Title: Instrumented Difference-in-Differences Decomposition
Version: 0.1.0
Description: Implements a decomposition of the two-way fixed effects instrumental variable estimator into all possible Wald difference-in-differences estimators. Provides functions to summarize the contribution of different cohort comparisons to the overall two-way fixed effects instrumental variable estimate, with or without controls. The method is described in Miyaji (2024) <doi:10.48550/arXiv.2405.16467>.
License: MIT + file LICENSE
Encoding: UTF-8
RoxygenNote: 7.3.1
URL: https://github.com/shomiyaji/twfeiv-decomp
BugReports: https://github.com/shomiyaji/twfeiv-decomp/issues
Suggests: testthat (≥ 3.0.0)
Config/testthat/edition: 3
Depends: R (≥ 3.5)
LazyData: true
Imports: dplyr, Formula, AER, stats, magrittr
NeedsCompilation: no
Packaged: 2025-09-04 20:07:31 UTC; shomi
Author: Sho Miyaji [aut, cre]
Maintainer: Sho Miyaji <sho.miyaji@yale.edu>
Repository: CRAN
Date/Publication: 2025-09-22 11:50:02 UTC

Description

Print the summary.

Usage

print_summary(data, return_df = FALSE)

Arguments

data

A data.frame.

return_df

Logical. If TRUE, returns the summary data.frame.

Value

Invisibly prints the summary to console. Returns a data.frame if return_df = TRUE.


Example simulation data

Description

A toy dataset included in the package to illustrate the use of the twfeiv_decomp() function. This is artificial data and does not represent real observations.

Usage

simulation_data

Format

A data frame with 60 rows and 6 variables:

id

Individual identifier (1–10)

time

Time period (2000–2005)

instrument

Binary instrumental variable

treatment

Treatment variable

outcome

Outcome variable

control1

Control variable 1

control2

Control variable 2

Examples

data(simulation_data)
head(simulation_data)

DID-IV decomposition

Description

twfeiv_decomp() is a function that decomposes the TWFEIV estimator into all possible Wald-DID estimators.

Usage

twfeiv_decomp(formula, data, id_var, time_var, summary_output = FALSE)

Arguments

formula

A formula object of the form Y ~ D + controls | controls + Z, where:

  • Y is the outcome variable,

  • D is the treatment variable,

  • Z is a binary instrumental variable, and

  • controls are optional control variables. Do not include fixed effects (e.g., individual or time dummies) in the control variables.

data

A data frame containing all variables used in the formula, as well as the variables specified by id_var and time_var.

id_var

The name of id variable.

time_var

The name of time variable.

summary_output

Logical. If TRUE, prints a summary table showing, for each design type, the total weight and the weighted average of the Wald-DID estimates. If FALSE (the default), no summary is printed.

Value

If no control variables are included in the formula, the function returns a data frame named exposed_unexposed_combinations which contains the Wald-DID estimates and corresponding weights for each exposed/unexposed cohort pair.

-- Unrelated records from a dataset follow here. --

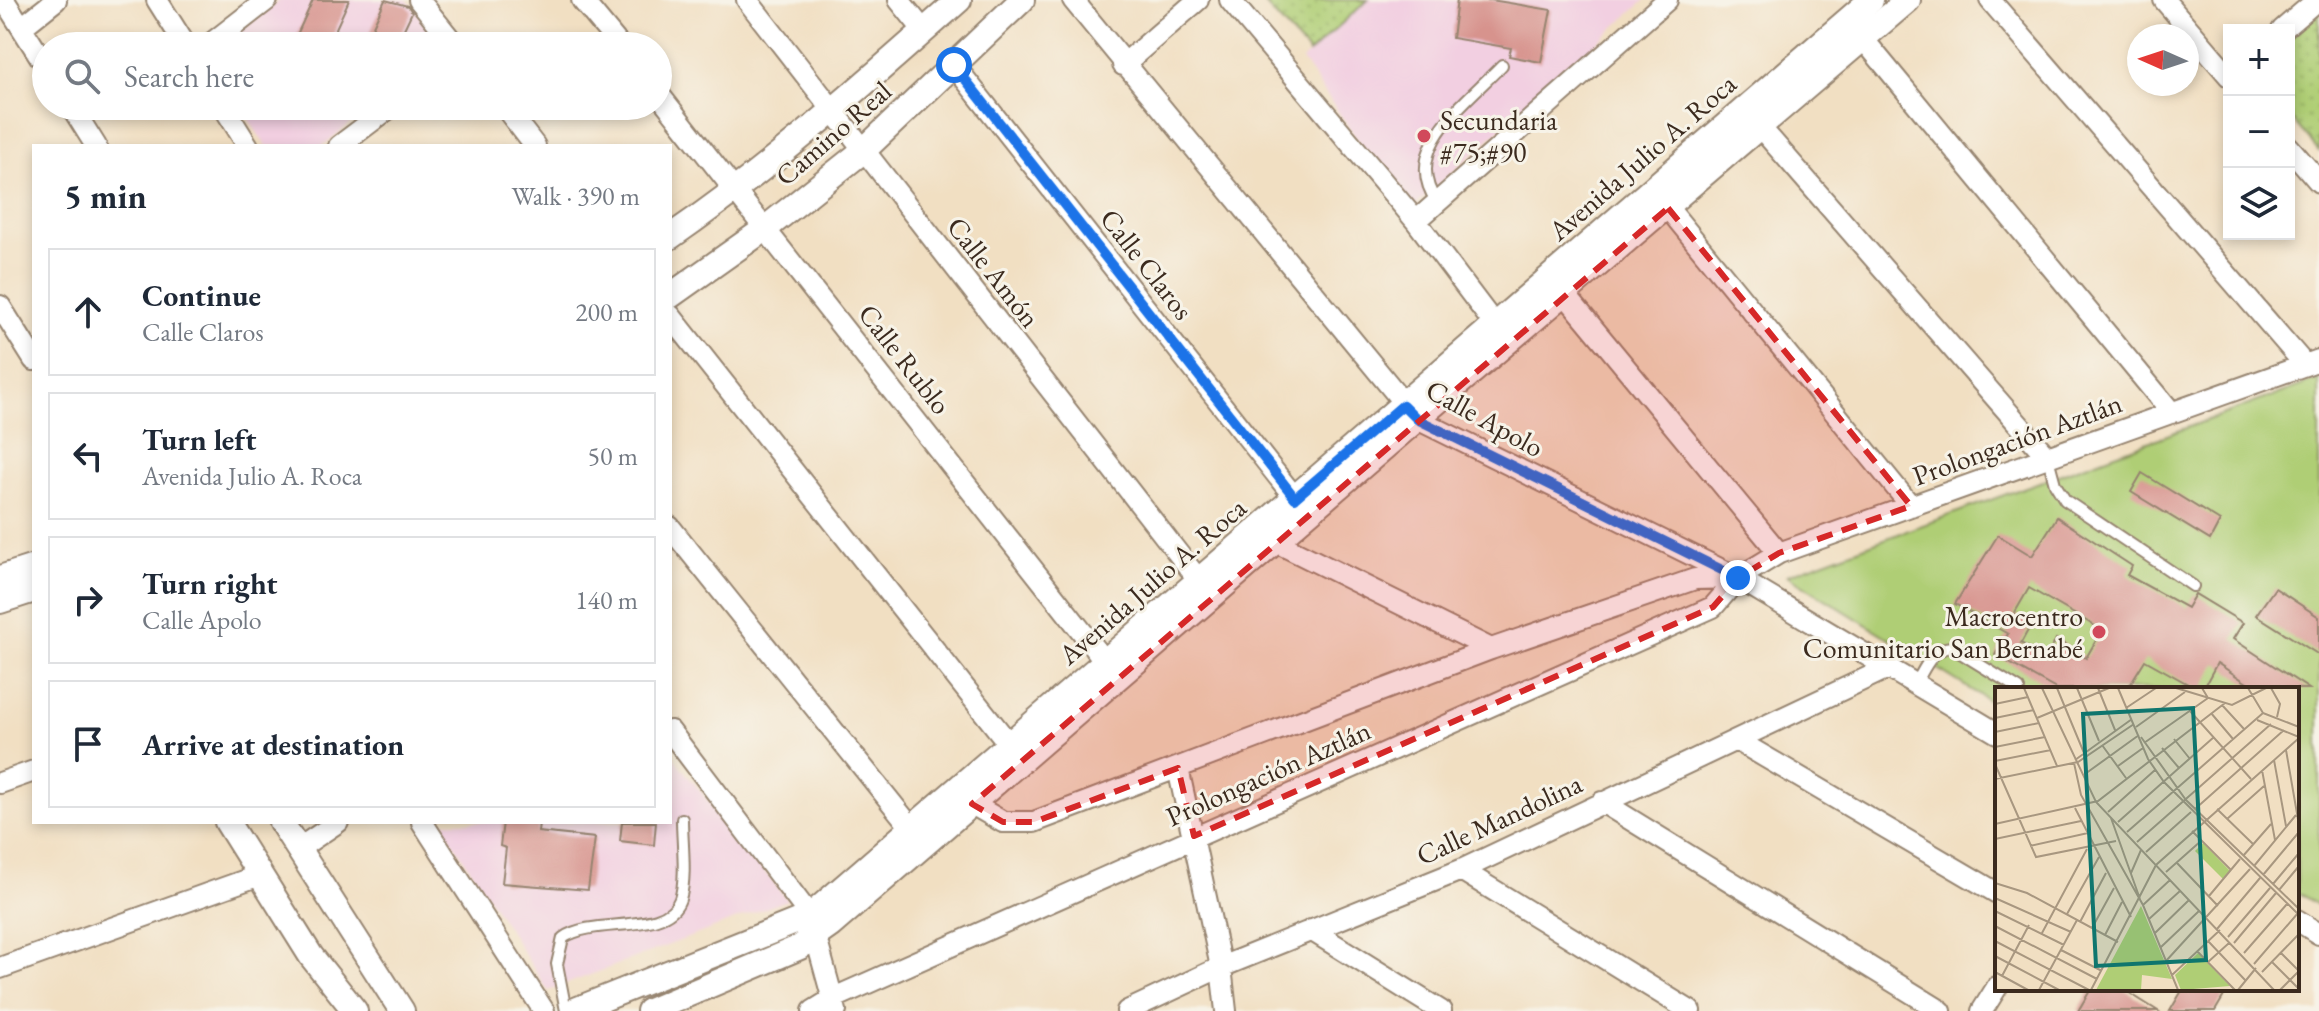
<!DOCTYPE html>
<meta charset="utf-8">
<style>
:root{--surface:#fff;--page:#f6f6f7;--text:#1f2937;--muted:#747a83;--line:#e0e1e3}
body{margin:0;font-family:"EB Garamond",serif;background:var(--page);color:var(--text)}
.controls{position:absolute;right:24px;top:24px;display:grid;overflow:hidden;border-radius:0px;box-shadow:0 4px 12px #0003}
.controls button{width:72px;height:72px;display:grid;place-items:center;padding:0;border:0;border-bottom:2px solid var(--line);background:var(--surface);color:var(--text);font:40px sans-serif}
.compass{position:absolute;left:2127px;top:24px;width:72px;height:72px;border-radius:50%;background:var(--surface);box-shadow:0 4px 12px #0003;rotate:273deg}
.stop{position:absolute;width:24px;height:24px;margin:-18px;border:6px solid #1a73e8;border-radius:50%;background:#fff}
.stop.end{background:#1a73e8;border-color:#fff;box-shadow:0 2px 8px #0008}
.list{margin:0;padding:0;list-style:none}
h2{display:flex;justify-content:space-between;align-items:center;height:104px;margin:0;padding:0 32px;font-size:34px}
h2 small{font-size:26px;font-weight:400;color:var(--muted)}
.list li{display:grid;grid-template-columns:52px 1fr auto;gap:24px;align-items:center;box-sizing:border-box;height:128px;margin:0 16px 16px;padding:0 16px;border:2px solid var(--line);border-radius:0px}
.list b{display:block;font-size:30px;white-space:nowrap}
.list p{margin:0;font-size:26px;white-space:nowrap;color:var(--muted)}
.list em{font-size:26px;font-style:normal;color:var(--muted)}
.icon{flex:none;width:44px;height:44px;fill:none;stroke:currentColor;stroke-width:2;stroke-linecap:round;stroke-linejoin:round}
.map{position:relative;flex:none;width:2319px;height:1011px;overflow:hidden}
.search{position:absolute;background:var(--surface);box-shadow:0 4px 12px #0003;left:32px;top:32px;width:640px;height:88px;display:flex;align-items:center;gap:20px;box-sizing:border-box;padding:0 28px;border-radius:44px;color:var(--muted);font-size:30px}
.panel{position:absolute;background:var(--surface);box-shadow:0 4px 12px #0003;left:32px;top:144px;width:640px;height:680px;border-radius:0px}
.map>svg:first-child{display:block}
</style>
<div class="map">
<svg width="2319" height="1011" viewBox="0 0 2319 1011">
<defs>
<pattern id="grass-dots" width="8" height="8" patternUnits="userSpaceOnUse" patternTransform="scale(2)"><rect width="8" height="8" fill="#afce75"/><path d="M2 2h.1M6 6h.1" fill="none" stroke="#97b165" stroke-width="1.8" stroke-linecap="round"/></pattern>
</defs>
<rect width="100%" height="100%" fill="#f7f3e8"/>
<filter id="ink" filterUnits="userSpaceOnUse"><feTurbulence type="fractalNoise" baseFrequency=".0125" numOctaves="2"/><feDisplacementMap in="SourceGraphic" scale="16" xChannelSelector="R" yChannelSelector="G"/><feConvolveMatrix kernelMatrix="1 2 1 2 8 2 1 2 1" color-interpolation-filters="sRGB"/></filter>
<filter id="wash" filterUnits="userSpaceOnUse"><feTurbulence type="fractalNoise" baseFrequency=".006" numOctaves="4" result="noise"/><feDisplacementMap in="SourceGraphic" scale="32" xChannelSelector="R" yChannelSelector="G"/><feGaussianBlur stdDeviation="1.8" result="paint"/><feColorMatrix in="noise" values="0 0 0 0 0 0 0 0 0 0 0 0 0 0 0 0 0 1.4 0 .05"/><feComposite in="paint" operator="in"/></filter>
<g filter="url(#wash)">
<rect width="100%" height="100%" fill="#f1dfc2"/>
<path fill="#f2cfe1" d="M280,0H407L445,46H220Z
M1368,0H1645L1408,212L1302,60Z
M240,106H373L322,146H266Z
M670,753L787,900L548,991L440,822H670Z"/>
<path fill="url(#grass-dots)" stroke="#757c4a" stroke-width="2" d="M1261,0H1368L1309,53Z
M2319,10V151L2289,116V36Z"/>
<path fill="#afce75" stroke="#757c4a" stroke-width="2" d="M2319,379V906L2297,892V689H1997V706L1787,575Z"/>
<g id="blocks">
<path fill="#d7938d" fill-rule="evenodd" d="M313,0H349L328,46H312L295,39Z
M385,0L408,6L412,12L396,46H364Z
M1457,0H1491L1551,10L1541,62L1509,56L1511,48L1452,38Z
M2142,473L2220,521L2210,540L2131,492Z
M2057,517L2132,566L2127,575L2187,608L2195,594L2243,623L2233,639L2309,689H2256L2217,663L2203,689H2197L2145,660L2127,689H2056L1995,655L2008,634L1955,604L1998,535L2032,556ZM2029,588L2102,630L2086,658L2056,639L2047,658L2021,643L2032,623L2014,614Z
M2275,588L2319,617V655L2256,615Z
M503,822H539L538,832L595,838L588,890L502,883L506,848L500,846Z
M622,822H656L654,845L620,841Z
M2091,989H2123L2158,1011H2078Z
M2183,989H2228L2215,1011H2170Z"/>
</g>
</g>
<g filter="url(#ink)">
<use href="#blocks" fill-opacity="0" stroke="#968470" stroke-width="2"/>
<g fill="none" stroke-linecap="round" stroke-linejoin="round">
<defs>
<path id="service" d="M1437,202C1399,149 1467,102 1502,65
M2048,458L2055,484L2065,500L2193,586
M1916,683C1925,668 1932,648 1951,647L2019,689
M566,1011L557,964L563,938C594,916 667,936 680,899C687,877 682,843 682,819"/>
<path id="minor" d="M4,0L46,66
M157,0L186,46
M419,0L456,46
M582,0L620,46
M747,0L1198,579
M899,0L924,31
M1073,0L1417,419L1738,578L1997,733
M1230,0L1416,221L1494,324
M1990,0L2305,365
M2164,0L2229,76
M22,27L56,0
M2282,30L2317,0
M1864,40L2172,413
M208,46L267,0
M954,65L1295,498
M1123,65L1198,0
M658,93L1105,661
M71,106L96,146
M223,106L248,146
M504,106L535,146
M1760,127L2048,458
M339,146L392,106
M2289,147L2319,182
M1668,208L1911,506
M1416,221L1667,0
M1564,293L1779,553
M0,306L34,360
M670,315L1009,744
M670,527L910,826
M1274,541L1491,649
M670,731L810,916L836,1011
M1738,741L1997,893
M1178,768L1221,967L1226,1011
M0,783L34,771
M1602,802L1941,1011
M972,804L1003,822H1034L1491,649L1695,579L1736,578
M422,822L544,1011
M298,849L338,822
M1461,870L1690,1011
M2297,920L2319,934
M1311,930L1441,1011
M0,968L260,875
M813,1011L834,998L1713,607L1738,578L1779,553L2319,360
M1127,1011L1221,967L1461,870L1890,667
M1982,1011L1997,987"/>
<path id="tertiary" d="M670,237C773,166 865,83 959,0
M670,296L766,228L864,150L1022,0
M0,578L34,567
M0,601L34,590
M227,822L311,956L355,1011
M281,822L402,1011
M573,1011L810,916L1871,0
M649,1011L800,947L831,925L1417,419L1908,0"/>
</defs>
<use href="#service" stroke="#968470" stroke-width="14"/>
<use href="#minor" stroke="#968470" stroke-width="24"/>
<use href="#tertiary" stroke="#968470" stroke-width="28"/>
<use href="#service" stroke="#fff" stroke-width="10"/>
<use href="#minor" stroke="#fff" stroke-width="20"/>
<use href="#tertiary" stroke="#fff" stroke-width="24"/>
</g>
</g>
<g fill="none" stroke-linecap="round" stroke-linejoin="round" filter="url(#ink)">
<path stroke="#1a73e8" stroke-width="10" d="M954,65L1295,498L1403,405L1417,419L1738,578"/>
</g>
<path fill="#d62828" fill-opacity="0.2" stroke="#d62828" stroke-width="6" stroke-dasharray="16 10" stroke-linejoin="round" d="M1668,208L1911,506L1779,553L1738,578L1713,607L1194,836L1178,768L1034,822H1003L972,804Z"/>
<g fill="#d1495b" stroke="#f7f3e8" stroke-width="3">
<circle cx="1424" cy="136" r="8"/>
<circle cx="2099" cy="632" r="8"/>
</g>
<g text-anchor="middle" stroke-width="6" stroke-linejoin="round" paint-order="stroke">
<g font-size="28" fill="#3b2a1e" stroke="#f7f3e8" text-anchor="start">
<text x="1440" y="130">Secundaria<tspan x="1440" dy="32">#75;#90</tspan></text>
<text x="2083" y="626" text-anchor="end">Macrocentro<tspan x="2083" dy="32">Comunitario San Bernabé</tspan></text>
</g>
<g font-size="28" fill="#3b2a1e" stroke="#f7f3e8">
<text transform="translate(833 133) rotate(-41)" y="10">Camino Real</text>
<text transform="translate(1642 157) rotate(-41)" y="10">Avenida Julio A. Roca</text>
<text transform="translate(1147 264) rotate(52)" y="10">Calle Claros</text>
<text transform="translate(994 272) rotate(52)" y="10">Calle Amón</text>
<text transform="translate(905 359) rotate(52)" y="10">Calle Rublo</text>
<text transform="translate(1485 418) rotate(29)" y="10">Calle Apolo</text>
<text transform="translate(2017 439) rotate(-20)" y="10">Prolongación Aztlán</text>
<text transform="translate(1152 581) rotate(-41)" y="10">Avenida Julio A. Roca</text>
<text transform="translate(1268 773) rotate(-24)" y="10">Prolongación Aztlán</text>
<text transform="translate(1499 819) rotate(-25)" y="10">Calle Mandolina</text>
</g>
</g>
<g transform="translate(1995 687)">
<rect width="304" height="304" fill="#f1dfc2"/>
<path d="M208,156L235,184L228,192L200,164ZM203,266L235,299L186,303L180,288Z" fill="#afce75"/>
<path d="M146,219L177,292L147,288L146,303H101Z" fill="#afce75"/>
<path fill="none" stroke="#a89780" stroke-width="2" d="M29,1L62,79M47,1L101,115L279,303M62,1L89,66M82,1L104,54M103,1L120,43M123,1L153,72L169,95L304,228M181,1L237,18L271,1M253,1L268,26M276,1L285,17L282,30M0,17L33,10M227,18L249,42M131,21L161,1M195,24L256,92M216,26L238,52M268,26L304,40M0,31L39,23M42,31L114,1M262,33L304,50M141,40L190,5M0,45L44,36M146,50L191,113L304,222M179,52L195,72M149,56L213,11L207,1M107,58L131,91M0,60L50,50M167,61L184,81M291,63L304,138M80,73L137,32M279,73L291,139M0,74L56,63M79,76L86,108L148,218L183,303M0,77L41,170L121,154M123,79L148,61M267,83L280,153M90,87L144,48M0,92L83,75L139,37M80,121L136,230M200,122L289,43M222,122L258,157M113,125L160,83M116,131L145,212M232,132L269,99M123,135L219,50M0,137L103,114L230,16M197,144L236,183M132,145L268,26M0,152L86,134M142,155L276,37M35,159L93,146M151,165L196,125M248,169L276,137M182,176L223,219M259,179L301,128M171,185L207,153M136,186L146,163M268,188L304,145M0,196L32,206L123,255M278,197L304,166M284,203L304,179M214,209L245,172M0,211L76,245M148,218L175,193M0,224L69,258M72,227L104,170M154,232L185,204M85,235L111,186M0,239L102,292M97,241L119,201M222,242L265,191M47,246L92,162M160,246L194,213M110,248L127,215M233,250L275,201M0,254L94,303M213,254L251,294M239,256L281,206M166,260L204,224M66,263L107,284M202,264L240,303M249,266L292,217M286,266L304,284M0,269L64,303M171,274L255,182M213,275L234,256M277,275L304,302M259,277L303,226M0,285L33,303M267,285L304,247M177,288L225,243M7,289L34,238M44,303L82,233M96,303L161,178L304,51M243,303L261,281M285,303L304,284"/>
<path fill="#0f766e" fill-opacity="0.15" stroke="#0f766e" stroke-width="4" d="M198,21L211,273L101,279L88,27Z"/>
<rect width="304" height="304" fill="none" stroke="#3b2a1e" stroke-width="4"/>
</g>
</svg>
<div class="controls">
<button>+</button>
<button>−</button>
<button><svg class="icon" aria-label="layers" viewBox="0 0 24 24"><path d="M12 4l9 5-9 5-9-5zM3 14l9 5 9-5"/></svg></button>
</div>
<svg class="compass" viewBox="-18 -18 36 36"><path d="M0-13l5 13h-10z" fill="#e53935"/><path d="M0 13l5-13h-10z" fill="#747a83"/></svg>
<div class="stop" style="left:954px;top:65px"></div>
<div class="stop end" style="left:1738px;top:578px"></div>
<div class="search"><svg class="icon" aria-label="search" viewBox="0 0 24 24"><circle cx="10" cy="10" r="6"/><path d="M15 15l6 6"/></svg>Search here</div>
<section class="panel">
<h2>5 min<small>Walk · 390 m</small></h2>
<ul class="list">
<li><svg class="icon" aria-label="ahead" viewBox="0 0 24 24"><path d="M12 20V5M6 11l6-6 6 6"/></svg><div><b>Continue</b><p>Calle Claros</p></div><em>200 m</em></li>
<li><svg class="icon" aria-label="left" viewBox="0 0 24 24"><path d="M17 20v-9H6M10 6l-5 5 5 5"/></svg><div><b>Turn left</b><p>Avenida Julio A. Roca</p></div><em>50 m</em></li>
<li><svg class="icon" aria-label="right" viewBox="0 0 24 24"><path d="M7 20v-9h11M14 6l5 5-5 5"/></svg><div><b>Turn right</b><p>Calle Apolo</p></div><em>140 m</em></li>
<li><svg class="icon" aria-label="arrive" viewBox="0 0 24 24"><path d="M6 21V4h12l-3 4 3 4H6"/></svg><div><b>Arrive at destination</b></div></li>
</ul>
</section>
</div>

If control variables are included, the function returns a list named decomposition_list containing:

within_IV_coefficient

Numeric. The coefficient from the within-IV regression.

between_IV_coefficient

Numeric. The coefficient from the between-IV regression.

Omega

Numeric. The weight on the within-IV coefficient in the TWFEIV estimator, such that TWFEIV = \Omega \times \text{within} + (1 - \Omega) \times \text{between}.

exposed_unexposed_combinations

A data.frame with the between-IV coefficients and corresponding weights for each exposed/unexposed cohort pair.

Examples

# Load example dataset
data(simulation_data)
head(simulation_data)

# Example without controls
decomposition_result_without_controls <- twfeiv_decomp(outcome ~ treatment | instrument,
                                      data = simulation_data,
                                      id_var = "id",
                                      time_var = "time")

# Example with controls
decomposition_result_with_controls <- twfeiv_decomp(
  outcome ~ treatment + control1 + control2 |control1 + control2 + instrument,
  data = simulation_data,
  id_var = "id",
  time_var = "time"
)